_What you have to do_
Will you write out the data exactly, excluding every picture?

»»

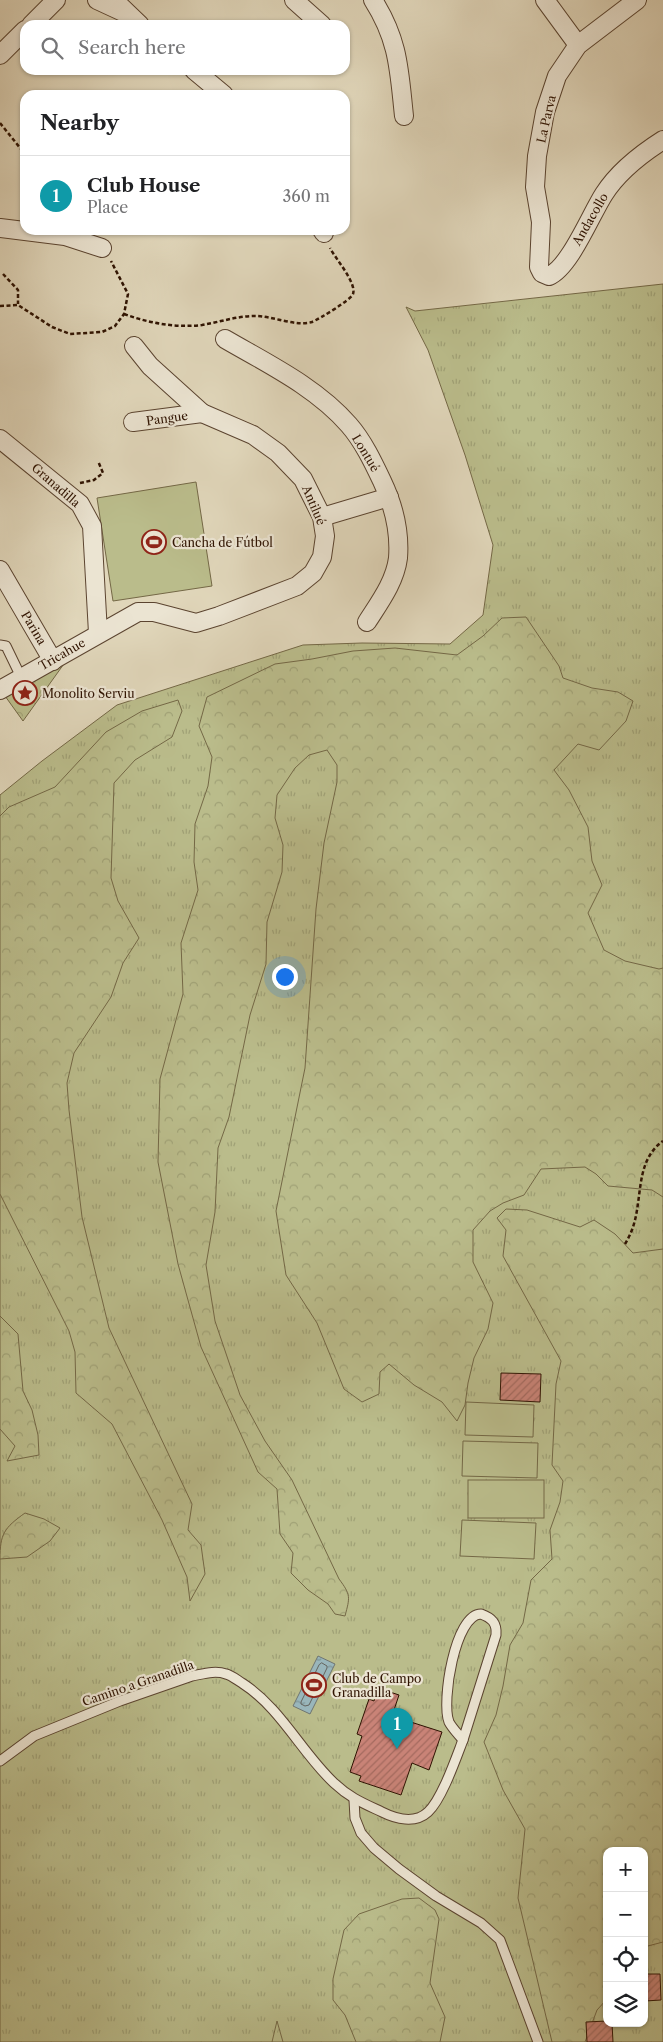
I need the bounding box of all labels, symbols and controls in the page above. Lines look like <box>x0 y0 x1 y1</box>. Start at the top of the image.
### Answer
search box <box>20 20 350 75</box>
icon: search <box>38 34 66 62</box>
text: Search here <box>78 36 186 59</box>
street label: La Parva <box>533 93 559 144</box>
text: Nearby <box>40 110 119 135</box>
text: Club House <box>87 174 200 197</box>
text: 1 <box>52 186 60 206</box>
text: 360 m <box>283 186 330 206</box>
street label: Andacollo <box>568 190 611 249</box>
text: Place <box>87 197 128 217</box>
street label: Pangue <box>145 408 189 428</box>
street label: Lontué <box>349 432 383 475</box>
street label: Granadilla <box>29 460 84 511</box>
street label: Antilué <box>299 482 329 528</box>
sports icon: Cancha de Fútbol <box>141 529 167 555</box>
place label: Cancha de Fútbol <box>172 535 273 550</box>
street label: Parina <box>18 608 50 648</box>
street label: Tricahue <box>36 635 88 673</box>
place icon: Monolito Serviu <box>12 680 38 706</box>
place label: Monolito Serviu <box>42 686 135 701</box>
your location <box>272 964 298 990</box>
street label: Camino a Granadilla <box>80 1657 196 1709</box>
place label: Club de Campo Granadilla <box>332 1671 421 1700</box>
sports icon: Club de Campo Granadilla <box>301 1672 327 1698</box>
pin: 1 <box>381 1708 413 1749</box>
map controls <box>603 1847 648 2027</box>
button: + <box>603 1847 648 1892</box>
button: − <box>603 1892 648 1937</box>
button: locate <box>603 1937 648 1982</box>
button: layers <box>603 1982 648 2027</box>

««

_The completed task_
I need the bounding box of all labels, symbols and controls in the page above. Lines look like <box>x0 y0 x1 y1</box>. Start at the top of the image.
### Answer
search box <box>20 20 350 75</box>
icon: search <box>38 34 66 62</box>
text: Search here <box>78 36 186 59</box>
street label: La Parva <box>533 93 559 144</box>
text: Nearby <box>40 110 119 135</box>
text: Club House <box>87 174 200 197</box>
text: 1 <box>52 186 60 206</box>
text: 360 m <box>283 186 330 206</box>
street label: Andacollo <box>568 190 611 249</box>
text: Place <box>87 197 128 217</box>
street label: Pangue <box>145 408 189 428</box>
street label: Lontué <box>349 432 383 475</box>
street label: Granadilla <box>29 460 84 511</box>
street label: Antilué <box>299 482 329 528</box>
sports icon: Cancha de Fútbol <box>141 529 167 555</box>
place label: Cancha de Fútbol <box>172 535 273 550</box>
street label: Parina <box>18 608 50 648</box>
street label: Tricahue <box>36 635 88 673</box>
place icon: Monolito Serviu <box>12 680 38 706</box>
place label: Monolito Serviu <box>42 686 135 701</box>
your location <box>272 964 298 990</box>
street label: Camino a Granadilla <box>80 1657 196 1709</box>
place label: Club de Campo Granadilla <box>332 1671 421 1700</box>
sports icon: Club de Campo Granadilla <box>301 1672 327 1698</box>
pin: 1 <box>381 1708 413 1749</box>
map controls <box>603 1847 648 2027</box>
button: + <box>603 1847 648 1892</box>
button: − <box>603 1892 648 1937</box>
button: locate <box>603 1937 648 1982</box>
button: layers <box>603 1982 648 2027</box>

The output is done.